On April 23, Smith pleaded guilty to a misdemeanor charge for making harassing phone calls to a 20-year-old Salem woman that January. In lieu of his identification in the papers, district Justice Thomas C. Beck recommended that he be prohibited from access to furloughs. Two days later, he was officially charged in Darling and Redmond's murders. In response to the charges, some Willamette University students started distributing flyers advocating for the return of the death penalty in the state.

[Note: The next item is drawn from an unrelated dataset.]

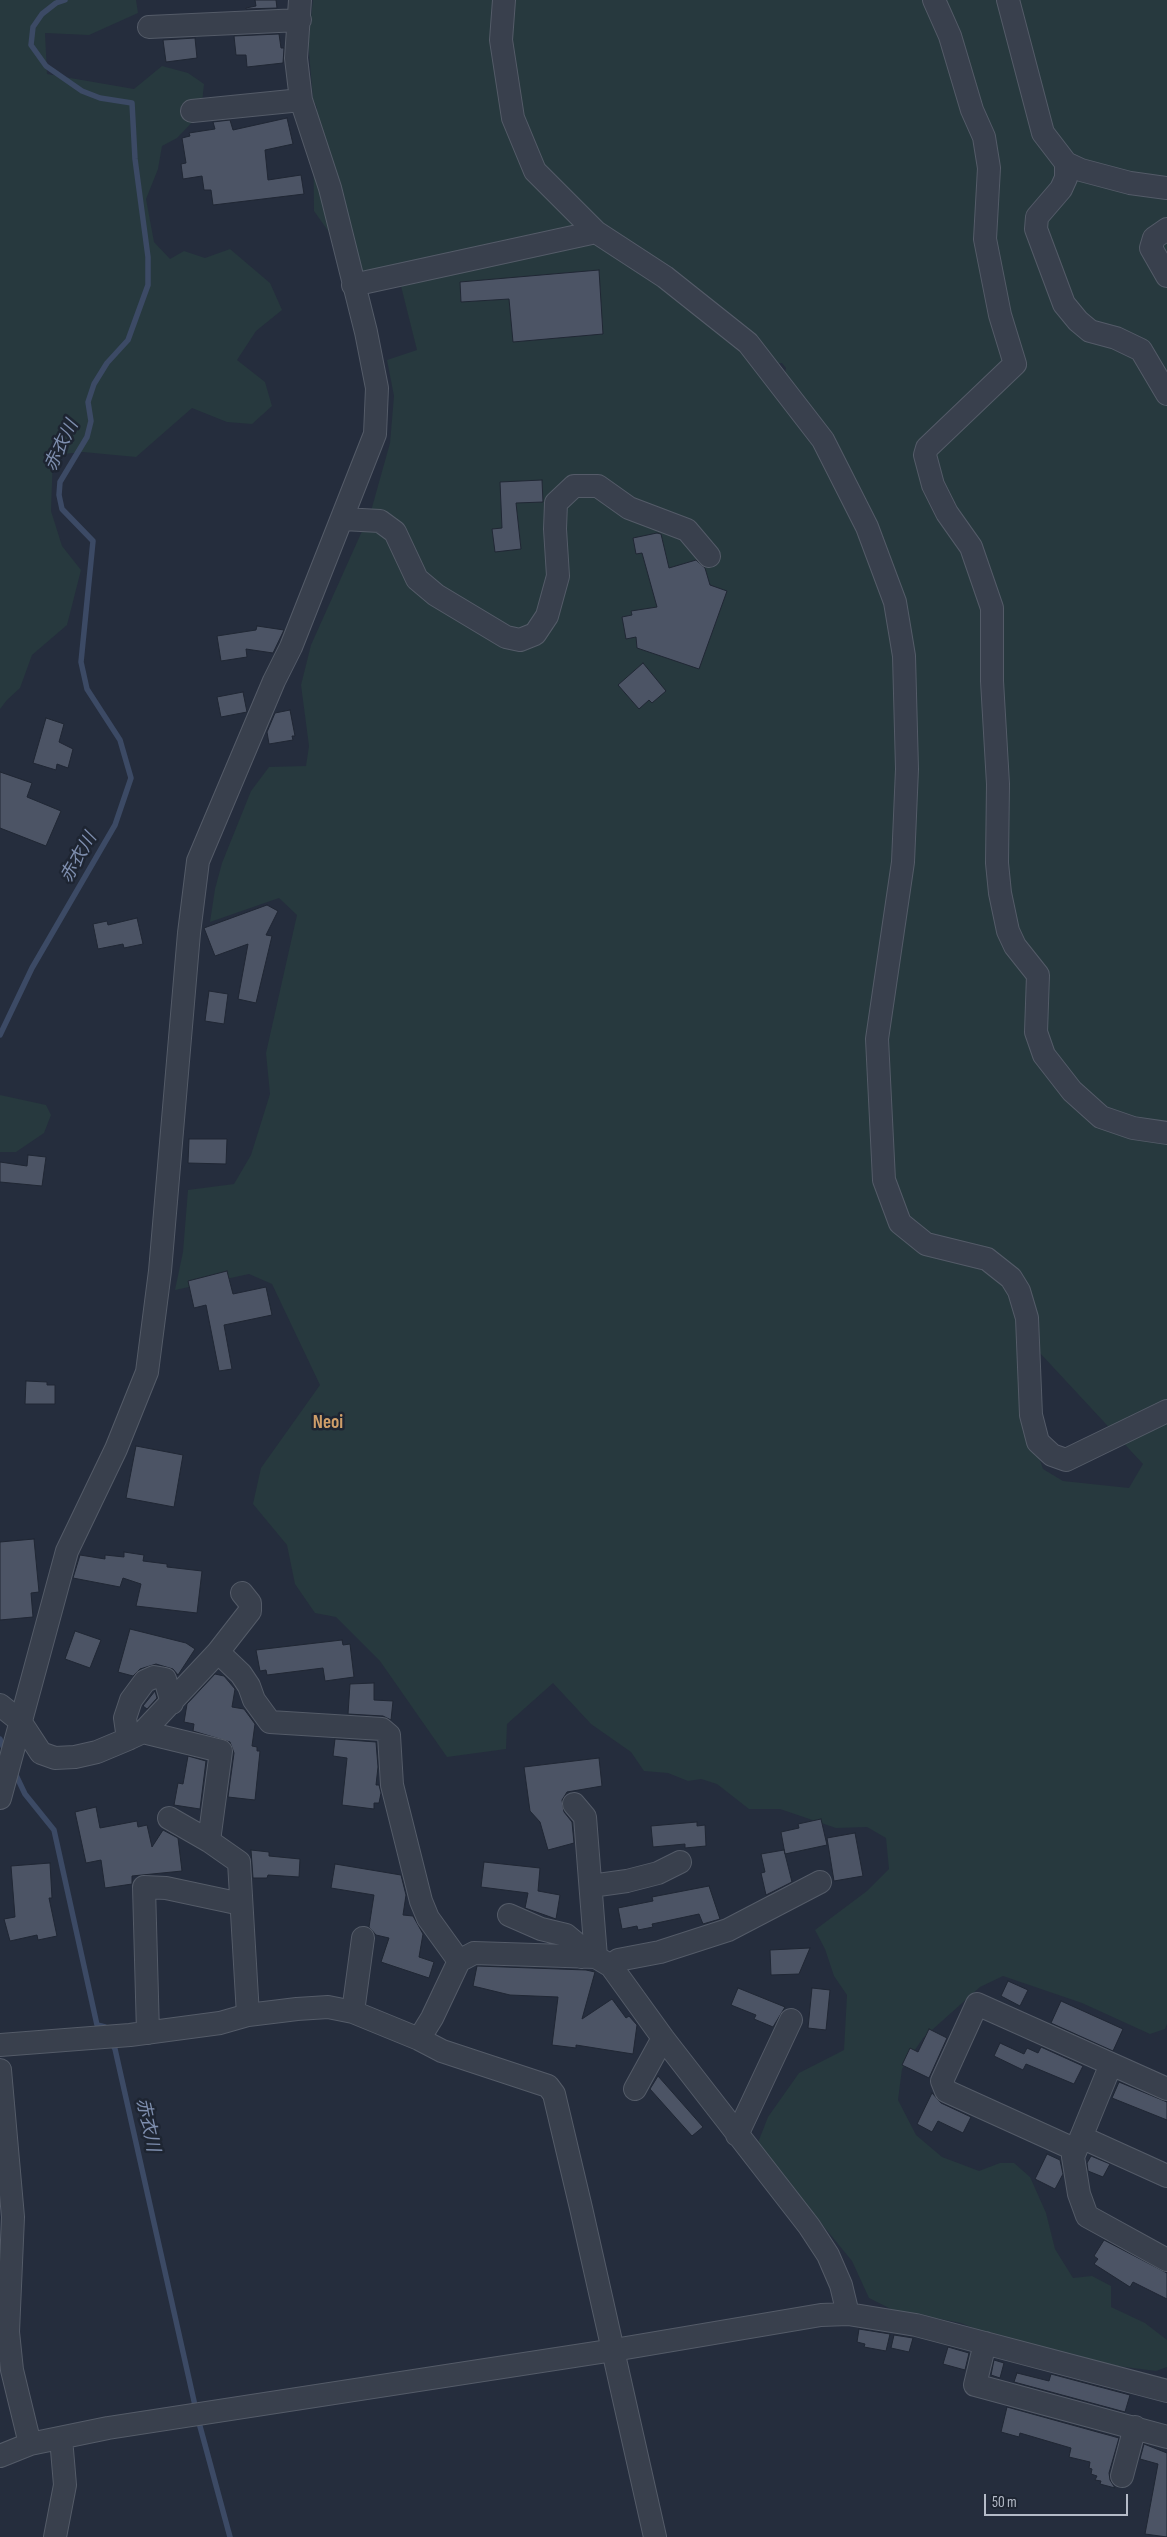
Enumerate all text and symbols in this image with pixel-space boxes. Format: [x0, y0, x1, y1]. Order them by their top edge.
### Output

Shortly after, Smith was put on trial for the two killings. By then, he signed a written confession detailing how he had carried out both murders, but gave no discernible reason for carrying them out. It was briefly considered that he might suffer from a possible mental illness or extreme duress, but this avenue was abandoned after two psychiatric evaluations determined that he was sane. One of the psychiatrists, Dr. Wesley Weissert, described him as a "sexually sadistic serial killer" and "an extreme danger" who was highly likely to reoffend if released. His attorneys filed a motion to suppress the use of the confessions, which was denied by the court. As a result, Smith was found guilty of both charges on July 9, and during sentencing Justice Val D. Sloper called his crimes "heinous", to which Smith showed no visible emotion. He was subsequently sentenced to two life terms, each with a chance of parole after serving 20 years.

==Confessions==
After being transferred to an out-of-state prison, Smith could not be conclusively connected to either Monroe's murder or Eyerly's disappearance, which remained cold cases for a few decades. The latter case garnered many tips after receiving several features on Unsolved Mysteries, but none of them led to convictions. In November and December 2006, Smith finally confessed to investigators that he was indeed responsible for Eyerly's murder. According to him, he and an accomplice, Roger Noseff, had planned to abduct another Domino's employee and hold her for ransom, but had mistakenly taken Eyerly instead of their intended target. Instead of proceeding with their plan, Smith strangled her and threw her body in the river. On December 18, 2007, Smith pleaded guilty to the murder and was given another life sentence; Noseff could not be arrested, as he had died in 2003 from cancer.

In October 2012, Smith confessed to killing Monroe, to which he later pleaded guilty and was given another life imprisonment term. It marked the first time that the newly-formed Cold Case Unit of the Salem Police Department, formed the previous year, had solved a case. As of November 2021, he remains behind bars, and is considered a possible suspect in other murders.